D. cita A. (Pd XXIX 124-126) non per esaltarne la virtù, ma solo occasionalmente per flagellare predicatori e religiosi del suo tempo che abusano della stolta credulità popolare per vana ambizione o vili guadagni. Ma se il passo nel suo senso generico è facilmente intelligibile, nei particolari si presta a interpretazioni diverse. Considerando ingrassa come intransitivo, nell'espressione il porco sant'Antonio s'intende certamente omesso il ‛ di ', secondo l'uso antico (‛ a casa i Donati ', ‛ campione s. Piero ', ‛ la torre Babello ', ecc.), e nel verso seguente altri assai sottintenderebbe la variazione grammaticale, frequente nel linguaggio parlato, del plurale. In tale interpretazione, questi altri... più porci sarebbero gli antoniani, e potrebbero essere anche altri ecclesiastici che predicano e concedono le false indulgenze, appunto pagando di moneta sanza conio. Ma se gli altri dovessero intendersi anche i secolari (servi, concubine, ecc.), come pensano alcuni commentatori, il v. 126 poco bene si adatterebbe a loro, e tutta l'interpretazione si muterebbe, ponendo sant'Antonio come soggetto e ingrassa quale transitivo. Al Debenedetti sembra venirne fuori " una tale empietà che non è nemmeno il caso di parlarne "; invece è attendibile anche quest'altro senso: in consonanza con la vivacità e il tono di questa digressione (anche se non con la sublimità del luogo e del momento), Beatrice farebbe notare, con forte ardimento, come s.A. sia ridotto dai religiosi che da lui prendono il nome (" questi suoi gaglioffi col T nel petto ", come fa dire il Sacchetti al gottoso della nov. 110) a far la trista parte di trar profitto dalla devozione del popolo per l'ingrassamento del porco, e peggio ancora per quello di altri assai, religiosi suoi e laici legati a loro, che sono ancor più porci, pagando, sempre lui per opera dei suoi frati, con le false ‛ promissioni '. La violenta staffilata, che andrebbe naturalmente non al santo, ma a quelli che sfruttano anche lui per sfruttare il popolo, riuscirebbe ancor più efficace, ma sarebbe ristretta ai soli antoniani. Quanto poi alla rispondenza storica dei fatti, almeno nella sfera generale, col disordine qui lamentato, occorrerebbe far le riserve che s'impongono per i molti simili casi di rampogne dantesche.

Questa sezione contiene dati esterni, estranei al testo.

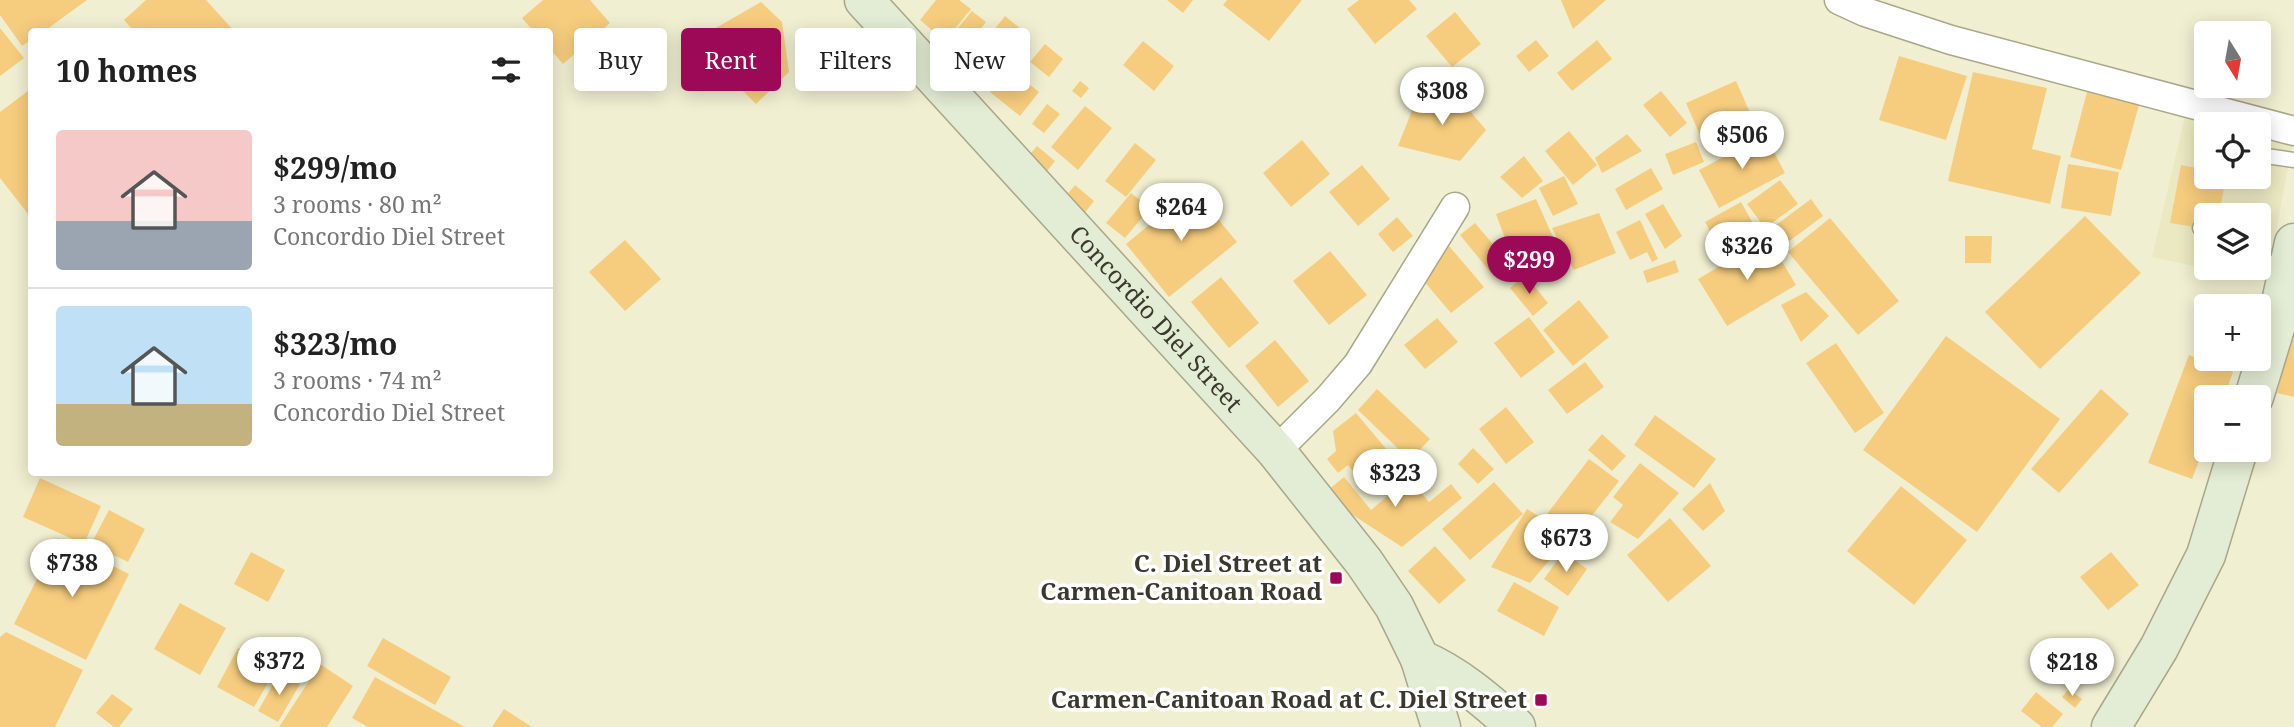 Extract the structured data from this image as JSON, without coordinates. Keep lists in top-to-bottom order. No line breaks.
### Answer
{"streets":{"main road":["Concordio Diel Street"]},"places":{"transit":["C. Diel Street at Carmen-Canitoan Road","Carmen-Canitoan Road at C. Diel Street"]},"north":"bottom","page":{"map_buttons":["+","−"],"chip":["Buy","Rent","Filters","New"],"heading":"10 homes","price":["$308","$506","$264","$326","$299","$323","$673","$738","$372","$218"],"list":[{"name":"$299/mo","note":"3 rooms · 80 m² · Concordio Diel Street"},{"name":"$323/mo","note":"3 rooms · 74 m² · Concordio Diel Street"}]}}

Bibl. - Athanasius, Vita Antonii, in Patrol. Grae., XXVI 835 ss., con traduz. latina degli editori Benedettini, e in calce la traduz. di Evagrio di Antiochia (questa anche tra le Vitae Patrum, ed. H. Rosweid, in Patrol. Lat., LXXIII 125); Acta SS. Boll., ian. II, Venezia 1734, 107 ss.; E. Buonaiuti, Le origini dell'ascetismo cristiano, Pinerolo 1928, 176 ss.; Baudot-Chaussin, Vies des saints, Parigi 1935, I 337 ss. Recenti studi sulla vita e la personalità di A. in Antonius Magnus Eremita (Studia Anselmiana, n. 38), Roma 1956. Sul passo dantesco cfr. specialmente S. Debenedetti, Il porco S. Antonio, in " Bull. " XXVII (1920) 75-81, con relativa bibliografia.